Kathleen Hanna Is Awesomely Clear-Eyed About Pop-Star Feminism

Share:

As Bikini Kill get ready for their re-release of their debut cassette tape, Revolution Girl Style Now, band members Kathleen Hanna and Kathi Wilcox, both Riot Grrrl pioneers, spoke to Rolling Stone‘s Amy Plitt about their music and legacy.

One snippet from the conversation, in which the artists enthuse about feminism’s mainstream acceptance via pop music, particularly that of Beyoncé and Taylor Swift, has been making the rounds. Hanna declared that net result of the pop feminism trend would be a broader movement, rather than a diluted one. So, of course, “Riot Grrrl queen knights Taylor Swift” has become the chief takeaway. But what Hanna said was subtler than that, and more interesting:

I remember back in the Nineties being like, “We’re being commodified,” so I understand people being like, “We don’t want feminism to become this fashion that has nothing behind it.” But I’m not really worried about that. When somebody that’s a huge megastar that has so many young fans, like Taylor Swift or Miley Cyrus or Beyoncé, comes out and says, “I’m a feminist,” I mean, that’s the sound of hundreds of thousands of girls typing the word into the Internet.
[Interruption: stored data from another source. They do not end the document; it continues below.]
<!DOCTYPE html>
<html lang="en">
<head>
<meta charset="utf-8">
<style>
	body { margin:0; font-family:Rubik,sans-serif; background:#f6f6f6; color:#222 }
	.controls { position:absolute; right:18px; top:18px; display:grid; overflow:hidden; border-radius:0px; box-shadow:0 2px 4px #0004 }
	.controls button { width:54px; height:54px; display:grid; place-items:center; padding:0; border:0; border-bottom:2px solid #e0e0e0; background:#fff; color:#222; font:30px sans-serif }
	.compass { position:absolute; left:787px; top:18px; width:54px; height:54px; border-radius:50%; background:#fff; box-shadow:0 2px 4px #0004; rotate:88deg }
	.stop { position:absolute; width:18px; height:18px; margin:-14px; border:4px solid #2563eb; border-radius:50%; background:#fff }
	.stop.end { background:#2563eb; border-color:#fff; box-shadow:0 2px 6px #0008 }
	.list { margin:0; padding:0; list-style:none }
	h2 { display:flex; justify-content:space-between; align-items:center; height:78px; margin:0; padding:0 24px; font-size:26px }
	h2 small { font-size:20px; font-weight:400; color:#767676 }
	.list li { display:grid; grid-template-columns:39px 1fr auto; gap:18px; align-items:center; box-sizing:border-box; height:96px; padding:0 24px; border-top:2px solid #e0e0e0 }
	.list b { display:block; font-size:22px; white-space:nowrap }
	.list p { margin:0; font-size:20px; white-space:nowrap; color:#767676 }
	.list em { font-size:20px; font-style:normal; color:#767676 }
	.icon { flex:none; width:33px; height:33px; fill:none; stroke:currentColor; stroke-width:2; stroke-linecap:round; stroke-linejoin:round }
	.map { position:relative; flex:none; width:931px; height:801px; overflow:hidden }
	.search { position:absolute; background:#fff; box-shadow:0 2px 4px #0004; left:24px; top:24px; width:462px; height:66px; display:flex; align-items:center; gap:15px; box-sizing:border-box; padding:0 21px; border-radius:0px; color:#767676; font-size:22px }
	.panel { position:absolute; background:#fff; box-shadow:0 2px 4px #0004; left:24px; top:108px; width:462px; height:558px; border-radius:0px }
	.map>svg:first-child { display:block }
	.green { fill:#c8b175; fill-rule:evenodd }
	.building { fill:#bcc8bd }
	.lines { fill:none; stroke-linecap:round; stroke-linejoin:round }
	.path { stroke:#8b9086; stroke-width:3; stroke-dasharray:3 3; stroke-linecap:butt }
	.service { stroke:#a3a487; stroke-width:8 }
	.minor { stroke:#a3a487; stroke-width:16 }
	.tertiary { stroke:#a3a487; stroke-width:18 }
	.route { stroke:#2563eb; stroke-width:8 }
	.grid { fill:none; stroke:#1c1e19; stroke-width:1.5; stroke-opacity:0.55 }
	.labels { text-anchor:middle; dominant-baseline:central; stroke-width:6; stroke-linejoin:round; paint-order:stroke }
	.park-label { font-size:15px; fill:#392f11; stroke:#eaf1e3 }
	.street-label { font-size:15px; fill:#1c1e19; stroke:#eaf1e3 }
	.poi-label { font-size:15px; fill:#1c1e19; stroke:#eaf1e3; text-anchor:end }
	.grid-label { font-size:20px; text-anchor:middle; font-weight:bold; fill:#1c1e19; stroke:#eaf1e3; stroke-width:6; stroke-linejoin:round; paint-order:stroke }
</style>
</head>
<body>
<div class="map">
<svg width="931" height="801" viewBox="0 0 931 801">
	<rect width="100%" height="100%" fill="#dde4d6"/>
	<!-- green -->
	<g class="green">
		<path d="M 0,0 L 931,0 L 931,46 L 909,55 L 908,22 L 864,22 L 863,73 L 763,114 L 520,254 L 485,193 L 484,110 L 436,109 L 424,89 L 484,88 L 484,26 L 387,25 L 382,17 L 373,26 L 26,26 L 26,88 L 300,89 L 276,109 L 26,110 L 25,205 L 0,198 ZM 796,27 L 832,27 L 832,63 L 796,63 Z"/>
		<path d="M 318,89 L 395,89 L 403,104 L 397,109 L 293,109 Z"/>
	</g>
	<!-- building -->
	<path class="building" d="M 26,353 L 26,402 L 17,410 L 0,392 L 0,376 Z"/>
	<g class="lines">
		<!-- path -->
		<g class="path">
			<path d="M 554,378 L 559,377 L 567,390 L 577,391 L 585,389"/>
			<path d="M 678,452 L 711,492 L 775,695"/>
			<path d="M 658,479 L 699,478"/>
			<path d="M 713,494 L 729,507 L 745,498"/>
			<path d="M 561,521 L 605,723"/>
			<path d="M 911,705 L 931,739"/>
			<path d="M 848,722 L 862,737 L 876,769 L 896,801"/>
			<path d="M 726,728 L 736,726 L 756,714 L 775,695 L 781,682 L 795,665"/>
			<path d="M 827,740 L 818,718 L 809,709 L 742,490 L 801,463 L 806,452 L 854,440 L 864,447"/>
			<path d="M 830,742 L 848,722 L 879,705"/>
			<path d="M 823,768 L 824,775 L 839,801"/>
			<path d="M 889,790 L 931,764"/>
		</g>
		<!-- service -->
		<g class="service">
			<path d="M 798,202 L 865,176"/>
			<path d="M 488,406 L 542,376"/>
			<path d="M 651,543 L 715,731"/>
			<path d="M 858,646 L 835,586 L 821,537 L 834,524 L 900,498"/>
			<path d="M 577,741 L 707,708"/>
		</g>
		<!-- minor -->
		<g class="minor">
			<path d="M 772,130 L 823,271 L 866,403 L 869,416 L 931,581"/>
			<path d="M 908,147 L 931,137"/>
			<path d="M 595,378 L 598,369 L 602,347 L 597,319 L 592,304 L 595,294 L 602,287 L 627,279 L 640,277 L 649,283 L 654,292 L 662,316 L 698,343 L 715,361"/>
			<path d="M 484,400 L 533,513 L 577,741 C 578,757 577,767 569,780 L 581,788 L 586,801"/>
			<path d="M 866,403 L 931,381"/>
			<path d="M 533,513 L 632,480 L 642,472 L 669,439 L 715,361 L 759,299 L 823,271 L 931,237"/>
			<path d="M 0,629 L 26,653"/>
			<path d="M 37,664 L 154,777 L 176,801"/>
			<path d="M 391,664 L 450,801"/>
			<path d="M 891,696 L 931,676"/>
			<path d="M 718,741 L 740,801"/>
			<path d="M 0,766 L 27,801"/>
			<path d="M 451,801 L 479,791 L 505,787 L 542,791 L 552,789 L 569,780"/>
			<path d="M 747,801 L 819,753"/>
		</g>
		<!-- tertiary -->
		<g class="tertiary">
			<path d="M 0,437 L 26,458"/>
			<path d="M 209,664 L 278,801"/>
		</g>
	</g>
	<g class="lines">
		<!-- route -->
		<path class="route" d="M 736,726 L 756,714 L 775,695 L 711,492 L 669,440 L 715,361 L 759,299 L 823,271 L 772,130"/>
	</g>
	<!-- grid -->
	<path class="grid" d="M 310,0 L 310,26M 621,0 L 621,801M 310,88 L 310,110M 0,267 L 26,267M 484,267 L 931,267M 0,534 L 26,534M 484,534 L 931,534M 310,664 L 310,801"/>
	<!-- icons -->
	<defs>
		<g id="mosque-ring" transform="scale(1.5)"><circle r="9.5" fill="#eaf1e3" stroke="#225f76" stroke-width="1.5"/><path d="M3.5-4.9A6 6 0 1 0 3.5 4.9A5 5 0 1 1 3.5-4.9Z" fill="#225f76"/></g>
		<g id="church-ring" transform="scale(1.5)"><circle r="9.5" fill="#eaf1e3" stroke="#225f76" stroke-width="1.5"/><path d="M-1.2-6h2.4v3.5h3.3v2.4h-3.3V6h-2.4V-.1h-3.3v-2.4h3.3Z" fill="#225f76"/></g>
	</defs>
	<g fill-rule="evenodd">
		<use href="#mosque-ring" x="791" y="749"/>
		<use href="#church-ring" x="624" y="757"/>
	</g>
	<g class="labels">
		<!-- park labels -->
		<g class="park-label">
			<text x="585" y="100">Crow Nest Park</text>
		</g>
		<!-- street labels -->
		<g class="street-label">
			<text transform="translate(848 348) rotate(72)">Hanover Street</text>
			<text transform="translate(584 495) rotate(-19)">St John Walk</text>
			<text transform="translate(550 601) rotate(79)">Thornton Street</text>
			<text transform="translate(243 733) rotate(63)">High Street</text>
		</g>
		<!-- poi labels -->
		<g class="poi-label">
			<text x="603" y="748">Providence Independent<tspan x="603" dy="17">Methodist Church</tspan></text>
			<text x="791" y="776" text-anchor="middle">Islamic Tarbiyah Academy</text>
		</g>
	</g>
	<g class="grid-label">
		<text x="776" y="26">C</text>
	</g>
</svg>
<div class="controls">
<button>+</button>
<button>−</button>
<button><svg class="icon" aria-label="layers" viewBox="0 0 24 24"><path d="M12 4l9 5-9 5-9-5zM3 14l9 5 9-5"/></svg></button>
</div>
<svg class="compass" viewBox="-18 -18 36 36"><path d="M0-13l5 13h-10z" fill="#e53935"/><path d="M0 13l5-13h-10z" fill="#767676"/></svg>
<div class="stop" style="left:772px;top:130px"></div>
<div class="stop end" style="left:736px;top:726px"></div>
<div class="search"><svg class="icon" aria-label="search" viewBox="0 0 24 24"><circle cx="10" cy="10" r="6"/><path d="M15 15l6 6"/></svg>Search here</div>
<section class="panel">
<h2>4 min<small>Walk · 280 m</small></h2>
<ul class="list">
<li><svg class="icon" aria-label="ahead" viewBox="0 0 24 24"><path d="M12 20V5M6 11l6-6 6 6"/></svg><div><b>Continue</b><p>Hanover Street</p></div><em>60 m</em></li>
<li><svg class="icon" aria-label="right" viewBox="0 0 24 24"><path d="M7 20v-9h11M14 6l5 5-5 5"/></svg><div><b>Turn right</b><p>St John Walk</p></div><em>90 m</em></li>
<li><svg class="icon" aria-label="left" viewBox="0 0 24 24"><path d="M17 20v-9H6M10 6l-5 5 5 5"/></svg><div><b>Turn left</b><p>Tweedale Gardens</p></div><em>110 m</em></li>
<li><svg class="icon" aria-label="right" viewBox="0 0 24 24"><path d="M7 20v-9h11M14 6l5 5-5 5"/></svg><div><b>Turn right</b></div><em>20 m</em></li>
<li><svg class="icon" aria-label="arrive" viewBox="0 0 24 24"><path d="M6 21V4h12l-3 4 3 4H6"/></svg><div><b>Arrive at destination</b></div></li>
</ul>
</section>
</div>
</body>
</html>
Taylor Swift’s feminism is rudimentary, to be generous. One surmises that it might be tempting for someone of Hanna’s depth and stature among feminists to hand-wring about what a given starlet’s fans are learning from her behavior. I can easily imagine Hanna saying something like, “Kids these days, they don’t know how good they have it!” (Plenty of second-wave feminists said it about her generation.)
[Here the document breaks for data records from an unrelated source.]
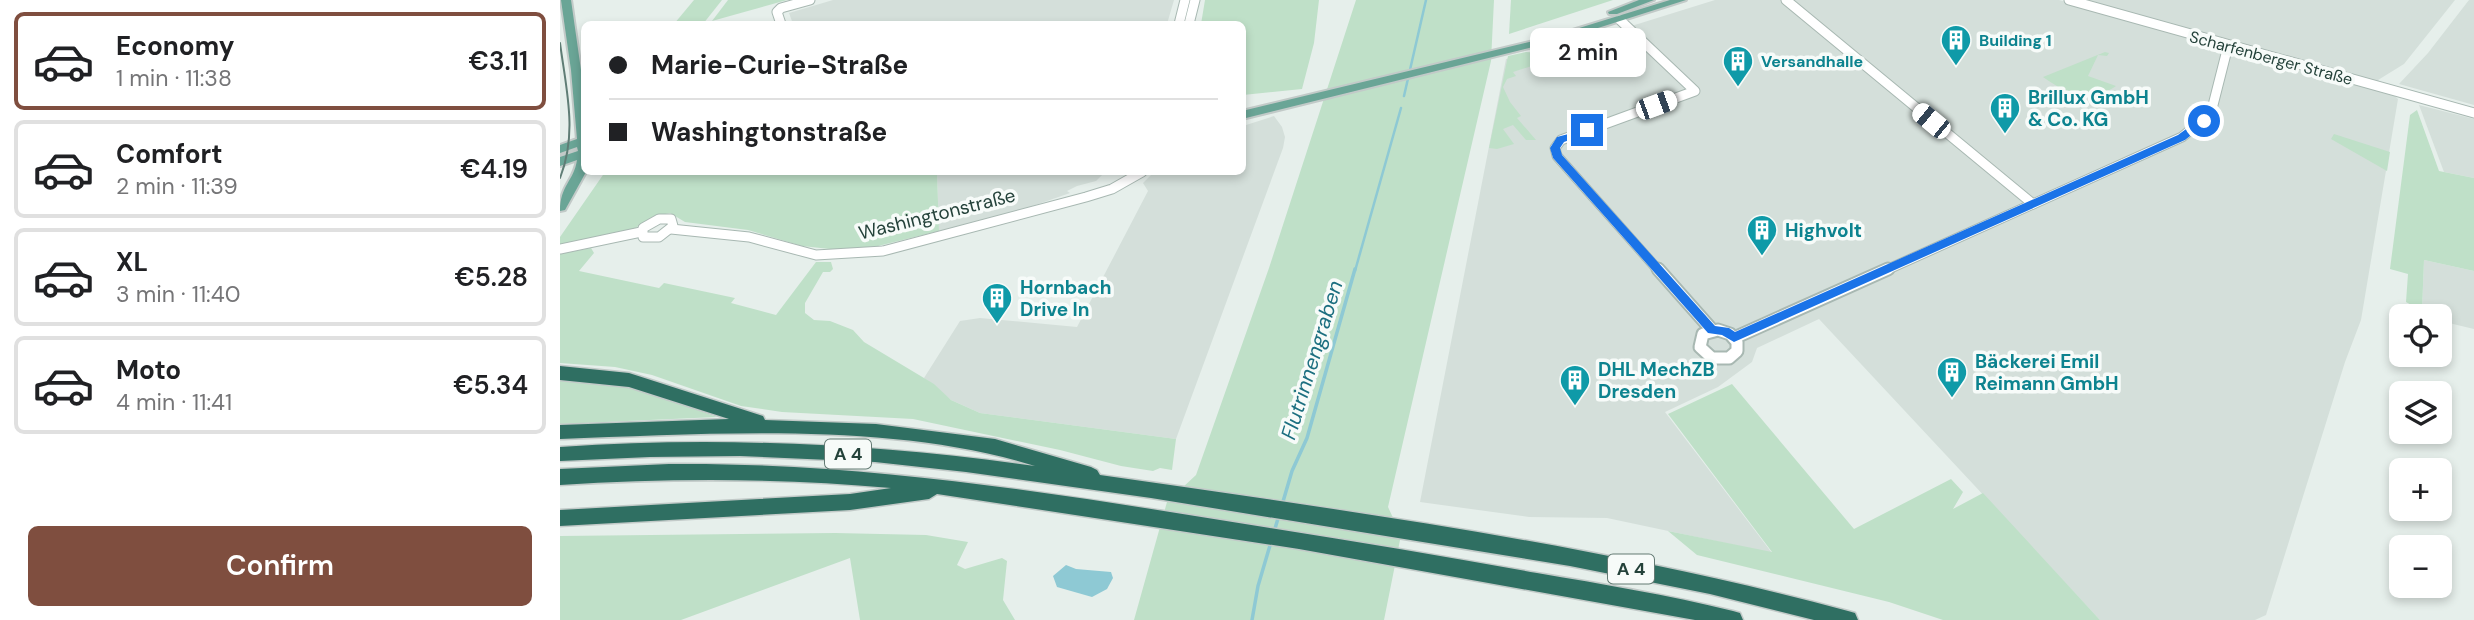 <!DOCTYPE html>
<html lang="en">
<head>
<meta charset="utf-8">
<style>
	body { margin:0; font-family:"DM Sans",sans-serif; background:#f2f2f2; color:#202124; height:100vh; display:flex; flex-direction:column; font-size:26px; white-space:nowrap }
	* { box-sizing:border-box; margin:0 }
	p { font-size:23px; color:#757577 }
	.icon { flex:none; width:38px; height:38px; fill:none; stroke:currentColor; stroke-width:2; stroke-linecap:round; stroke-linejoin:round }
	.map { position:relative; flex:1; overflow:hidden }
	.panel { display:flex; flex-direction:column; background:#fff; width:560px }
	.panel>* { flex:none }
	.banner { position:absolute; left:21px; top:21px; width:665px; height:154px; border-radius:10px; box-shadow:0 4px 10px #0003; display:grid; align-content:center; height:154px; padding:0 28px; background:#fff }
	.tools { position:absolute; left:1829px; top:304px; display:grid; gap:14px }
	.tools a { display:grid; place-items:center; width:63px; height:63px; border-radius:10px; background:#fff; box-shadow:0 4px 10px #0003; font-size:35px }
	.end { position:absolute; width:32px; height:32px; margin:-16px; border:9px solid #1a73e8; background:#fff; box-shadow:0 0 0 4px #fff }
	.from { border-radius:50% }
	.bubble { position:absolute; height:49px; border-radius:10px; background:#fff; box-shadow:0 4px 10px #0003; font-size:23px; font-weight:600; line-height:49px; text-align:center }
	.car { position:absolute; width:21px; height:42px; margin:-21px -10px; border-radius:9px; box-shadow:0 0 5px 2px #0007; background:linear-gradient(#fff 24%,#345 0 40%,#fff 0 76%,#345 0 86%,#fff 0) }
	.banner b { display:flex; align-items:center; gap:24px; height:66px; font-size:26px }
	.banner b+b { border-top:2px solid #e0e0e0 }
	.banner i { width:18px; height:18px; background:#202124 }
	ul { padding:12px 0 0; list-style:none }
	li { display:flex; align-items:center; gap:21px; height:98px; margin:0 14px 10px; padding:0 14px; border:4px solid #e0e0e0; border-radius:10px }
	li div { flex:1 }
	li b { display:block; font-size:26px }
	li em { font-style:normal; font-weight:600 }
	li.active { border-color:#7f4e3f }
	li>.icon { width:63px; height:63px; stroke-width:1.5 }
	.primary-button { display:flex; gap:14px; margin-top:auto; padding:14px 28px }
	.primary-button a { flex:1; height:80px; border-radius:10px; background:#7f4e3f; color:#fff; font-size:28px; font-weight:600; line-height:80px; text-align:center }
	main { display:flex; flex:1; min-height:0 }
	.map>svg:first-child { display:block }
</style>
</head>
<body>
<main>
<section class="panel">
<ul>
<li class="active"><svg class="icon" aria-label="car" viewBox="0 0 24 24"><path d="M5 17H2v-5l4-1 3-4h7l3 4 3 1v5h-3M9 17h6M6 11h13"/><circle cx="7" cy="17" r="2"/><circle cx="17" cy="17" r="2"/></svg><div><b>Economy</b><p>1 min · 11:38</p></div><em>€3.11</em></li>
<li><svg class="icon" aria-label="car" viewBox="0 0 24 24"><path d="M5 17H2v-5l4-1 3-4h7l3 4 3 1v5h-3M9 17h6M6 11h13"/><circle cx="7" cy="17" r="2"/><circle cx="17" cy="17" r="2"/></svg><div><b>Comfort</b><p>2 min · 11:39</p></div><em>€4.19</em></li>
<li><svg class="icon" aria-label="car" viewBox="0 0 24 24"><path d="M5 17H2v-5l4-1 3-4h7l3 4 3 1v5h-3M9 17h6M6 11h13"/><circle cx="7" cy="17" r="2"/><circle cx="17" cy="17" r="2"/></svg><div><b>XL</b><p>3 min · 11:40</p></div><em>€5.28</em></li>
<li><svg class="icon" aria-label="car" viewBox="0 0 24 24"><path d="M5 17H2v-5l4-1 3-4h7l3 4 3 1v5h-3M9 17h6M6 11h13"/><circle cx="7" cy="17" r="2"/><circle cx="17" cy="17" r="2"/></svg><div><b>Moto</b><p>4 min · 11:41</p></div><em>€5.34</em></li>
</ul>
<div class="primary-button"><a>Confirm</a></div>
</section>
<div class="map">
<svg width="1914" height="620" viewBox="0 0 1914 620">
	<rect width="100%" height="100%" fill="#e6efeb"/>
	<g fill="#d4dfda">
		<polygon points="273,0 614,0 607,24 233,24 229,13"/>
		<polygon points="1155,0 1499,0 1510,3 1512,0 1895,0 1844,64 1818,80 1838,99 1801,320 1785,362 1706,615 1695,620 1540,620 1259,319 1197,348 1192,362 1158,387 1105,412 1212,553 1047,518 969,517 860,502 946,59 1004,47"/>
		<polygon points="1909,0 1914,0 1914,105 1839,84 1868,53"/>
		<polygon points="1859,105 1914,119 1914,178 1884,172"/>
		<polygon points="714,116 722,127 725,137 723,148 616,439 420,413 391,400 364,378 400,321 420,318 517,327 588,191 583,183 594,172 682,172 683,126"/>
		<polygon points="377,172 545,172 536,181 517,186 507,191 510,193 461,210 379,231"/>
		<polygon points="1864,260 1914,271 1914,329 1893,324 1862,311"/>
	</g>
	<g fill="#bfe0c8">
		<polygon points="134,0 162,0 143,24 114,24"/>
		<polygon points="168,0 227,0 152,21"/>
		<polygon points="645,0 759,0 754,43 742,89 683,95 682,24 641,24"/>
		<polygon points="796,0 934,0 931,61 828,507 841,535 824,620 574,620 607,502 636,475 709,268"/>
		<polygon points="951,0 1053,0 949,34"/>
		<polygon points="1057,31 1071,38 1063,37 953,72 956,76 947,79 943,87 950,102 961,116 957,118 976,140 966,140 953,125 943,129 954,144 937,149 929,148 948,56 966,52 982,53"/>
		<path d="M 1545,52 L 1549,53 L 1547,56 L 1538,55 L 1528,76 L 1556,86 C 1528,105 1508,94 1483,77 Z"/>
		<polygon points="1857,110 1879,171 1914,178 1914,271 1864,260 1862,311 1846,302 1848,274 1830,269 1850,115"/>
		<polygon points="1774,134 1830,152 1827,171 1771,139"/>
		<polygon points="45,172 377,172 379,231 318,246 279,250 242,246 188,230 125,222 110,213 92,217 74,229 0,245 0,237"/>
		<polygon points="31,248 34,253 19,271 99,288 104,283 175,298 171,303 216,315 256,262 271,262 273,269 270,272 263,272 245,303 245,313 254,320 270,321 293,330 304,342 374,384 391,400 420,413 616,439 612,470 600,468 593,471 561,466 500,450 353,419 222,412 181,406 92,375 55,367 0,363 0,254"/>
		<polygon points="0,378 46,381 79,389 157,417 0,424"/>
		<polygon points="1172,384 1294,529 1391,479 1403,492 1393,509 1423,493 1540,620 1383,620 1329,602 1137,555 1108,531 1212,552 1108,414"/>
		<polygon points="275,533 366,535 408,542 397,565 405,569 442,558 447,561 443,600 455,620 300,620 290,558 121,620 0,620 0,536"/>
	</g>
	<polygon fill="#8ec9d4" points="506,565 516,569 551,572 553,578 547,589 532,597 497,587 493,576"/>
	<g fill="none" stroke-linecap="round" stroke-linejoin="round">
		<g stroke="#8ec9d4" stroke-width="2.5">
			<polyline points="844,96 866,0"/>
			<polyline points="795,271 841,108"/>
		</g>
		<g stroke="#8ec9d4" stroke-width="3.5">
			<polyline points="722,505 732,471 747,438 795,269"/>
			<polyline points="714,532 719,515"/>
			<polyline points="692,620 698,586 711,542"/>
		</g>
		<g stroke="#a8b8b2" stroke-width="11">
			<g id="minor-far1">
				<polyline points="1226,0 1473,204"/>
				<polyline points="1509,0 1914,113"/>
				<polyline points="1060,20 1135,91 1001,140 995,148 997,156 1099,271"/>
				<polyline points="221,24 217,12 221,8 250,0"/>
				<polyline points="619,24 625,0"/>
				<polyline points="629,24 635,0"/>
				<polygon points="99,219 111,219 113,226 99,237 83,237 83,228"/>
				<polyline points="111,229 189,237 256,255 323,251 526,197 552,189 582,172"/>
				<polyline points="0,249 81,232"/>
				<polyline points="1324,271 1622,137 1651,113 1668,46"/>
			</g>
		</g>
		<g stroke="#a8b8b2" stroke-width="15">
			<g id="minor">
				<polyline points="1098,269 1152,330"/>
				<polygon points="1158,330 1170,334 1177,342 1177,351 1169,358 1152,358 1140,347 1143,334"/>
				<polyline points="1174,338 1328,269"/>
			</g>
		</g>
		<g stroke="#c2cac8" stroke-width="4">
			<g id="major">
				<path d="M 1,0 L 11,0 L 24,91 L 26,172 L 5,210 L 0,211 C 0,185 14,181 17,160 L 0,166 L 0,157 L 18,151 L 17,147 L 0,153 L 0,145 L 17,139 L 11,70 Z"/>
				<polygon points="1079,0 1094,0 1057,14 1049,14 1048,12"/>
				<polygon points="1110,0 1126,0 997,41 682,119 682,111 990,37"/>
			</g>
		</g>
		<g stroke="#c2cac8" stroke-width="3">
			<g id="highway">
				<path d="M 0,366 L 69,373 L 203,416 L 205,420 L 316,424 L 435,439 L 531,467 L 537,470 L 540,475 C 790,511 1043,545 1288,611 L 1295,613 L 1298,620 L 1254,620 L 1150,594 L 1010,566 L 591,498 L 406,472 L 315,462 L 180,456 L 90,457 L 0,461 L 0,447 C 160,436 317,444 475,466 C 330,421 151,434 0,439 L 0,425 L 169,419 L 69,387 L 0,380 Z"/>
				<path d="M 109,464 C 312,462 511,496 710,528 C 799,542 888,557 977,573 C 1042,584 1108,595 1173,611 L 1180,613 L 1183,620 L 1135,620 L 739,549 L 377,494 L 369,499 L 290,510 L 0,526 L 0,510 L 290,494 L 331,488 C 220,478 111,478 0,485 L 0,469 Z"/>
			</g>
		</g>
		<use href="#minor-far1" stroke="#fff" stroke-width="9"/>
		<use href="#minor" stroke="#fff" stroke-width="11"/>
		<use href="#major" fill="#6aa596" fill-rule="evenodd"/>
		<use href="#highway" fill="#2f6f62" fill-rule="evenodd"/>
		<path stroke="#5f7d75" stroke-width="2" d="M 0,43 C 6,89 18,133 0,178"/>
	</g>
	<polygon fill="#1a73e8" points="1641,118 1649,121 1625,140 1174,342 1162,335 1148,333 993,158 990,148 997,137 1031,128 1031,132 1004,142 1000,148 1002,155 1155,326 1169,328 1175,332 1618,135"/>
	<defs>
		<g id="building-pin" transform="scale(1.575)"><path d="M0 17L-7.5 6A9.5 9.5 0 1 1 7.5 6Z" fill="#0f9aa8" stroke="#f7fbf9"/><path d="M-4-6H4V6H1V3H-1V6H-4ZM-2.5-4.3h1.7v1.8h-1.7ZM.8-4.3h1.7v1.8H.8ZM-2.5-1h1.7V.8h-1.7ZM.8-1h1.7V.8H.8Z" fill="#fff"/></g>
	</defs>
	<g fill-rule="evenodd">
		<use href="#building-pin" x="1396" y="40"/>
		<use href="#building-pin" x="1178" y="61"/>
		<use href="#building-pin" x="1445" y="108"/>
		<use href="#building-pin" x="1202" y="230"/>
		<use href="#building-pin" x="437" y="298"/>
		<use href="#building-pin" x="1392" y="372"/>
		<use href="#building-pin" x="1015" y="380"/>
	</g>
	<g text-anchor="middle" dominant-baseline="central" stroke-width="7" stroke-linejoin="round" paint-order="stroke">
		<g font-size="16" font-weight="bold" fill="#0d838f" stroke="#f7fbf9" text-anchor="start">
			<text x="1419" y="40">Building 1</text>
			<text x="1201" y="61">Versandhalle</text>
		</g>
		<g font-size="16" fill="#24423a" stroke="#f7fbf9">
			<text transform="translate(1711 58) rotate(15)">Scharfenberger Straße</text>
		</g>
		<g fill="#f7fbf9" stroke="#637a73" stroke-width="2">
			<rect x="265" y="439.5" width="46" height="29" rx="5"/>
			<rect x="1048" y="554.5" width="46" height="29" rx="5"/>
		</g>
		<g font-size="18" font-weight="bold" fill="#24423a">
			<text x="288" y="454">A 4</text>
			<text x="1071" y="569">A 4</text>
		</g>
		<g font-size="19" font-weight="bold" fill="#0d838f" stroke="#f7fbf9" text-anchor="start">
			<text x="1468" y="97">Brillux GmbH<tspan x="1468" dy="22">&amp; Co. KG</tspan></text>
			<text x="1225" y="230">Highvolt</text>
			<text x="460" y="287">Hornbach<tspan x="460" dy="22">Drive In</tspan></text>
			<text x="1415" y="361">Bäckerei Emil<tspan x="1415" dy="22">Reimann GmbH</tspan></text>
			<text x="1038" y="369">DHL MechZB<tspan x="1038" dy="22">Dresden</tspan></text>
		</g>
		<g font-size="19" fill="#24423a" stroke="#f7fbf9">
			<text transform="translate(377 214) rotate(-14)">Washingtonstraße</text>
		</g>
		<g font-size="21" font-style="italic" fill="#1c6f80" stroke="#f7fbf9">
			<text transform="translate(752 360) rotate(-73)">Flutrinnengraben</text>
		</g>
	</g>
</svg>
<div class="tools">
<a><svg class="icon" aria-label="locate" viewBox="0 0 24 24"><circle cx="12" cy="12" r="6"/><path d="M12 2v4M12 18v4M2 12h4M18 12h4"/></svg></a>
<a><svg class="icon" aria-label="layers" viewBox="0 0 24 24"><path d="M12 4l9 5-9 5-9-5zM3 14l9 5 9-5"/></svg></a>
<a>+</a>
<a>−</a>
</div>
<i class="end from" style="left:1644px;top:121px"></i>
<i class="end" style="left:1027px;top:130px"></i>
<div class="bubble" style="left:970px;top:28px;width:116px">2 min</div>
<i class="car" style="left:1096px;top:105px;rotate:70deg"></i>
<i class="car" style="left:1371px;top:121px;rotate:309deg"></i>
<div class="banner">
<b><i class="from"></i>Marie-Curie-Straße</b>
<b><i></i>Washingtonstraße</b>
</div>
</div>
</main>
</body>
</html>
But instead, Hanna demonstrates — possibly based on the critiques of Riot Grrrl she’s received and echoed over the years — a welcoming, mature viewpoint, particularly towards young pop fans. She also sticks to the narrative she’s adopted for herself: that the goal of art is to inspire, not to provide a detailed roadmap to a social movement.

“I’m not a political organizer,” Hanna said in a SPIN interview in 2013. “I’m really proud that we were a catalyst for it, but I can’t be the leader. I need to pull back so that other people can step into this leadership role.” In that interview (and others), she apologized for insensitive lyrics and talked about the whiteness of Riot Grrrl, as well as some awful behavior she’s seen at feminist gatherings. “We put ourselves out to be criticized, and I hope that people criticized things that I said, because it’s all about the exchange,” she continued. “Again, it’s not about being perfect, it’s about opening the conversation.”

It’s easy for writers and social media users to get very excited about celebrity feminists, anointing them as movement leaders just because they occasionally say something smart or aren’t completely blind to industry misogyny. In some ways, this is a large-scale version of what happened to Riot Grrrl musicians in the ’90s, and what Hanna has cautioned against. She’s a survivor of multiple rounds of feminist-icon making — and subsequent feminist-icon destroying.

So her focus isn’t on Beyoncé or Taylor Swift themselves, but on those young fans sitting at their computers and googling “feminism.” Rather than being led explicitly through feminism, they’re being led up to its doors. This is a generous and trusting posture to take towards young women, as well as an attitude about “pop feminism” that feels refreshing in our saturated media world of Your Fave Is Problematic, Pop Star Edition.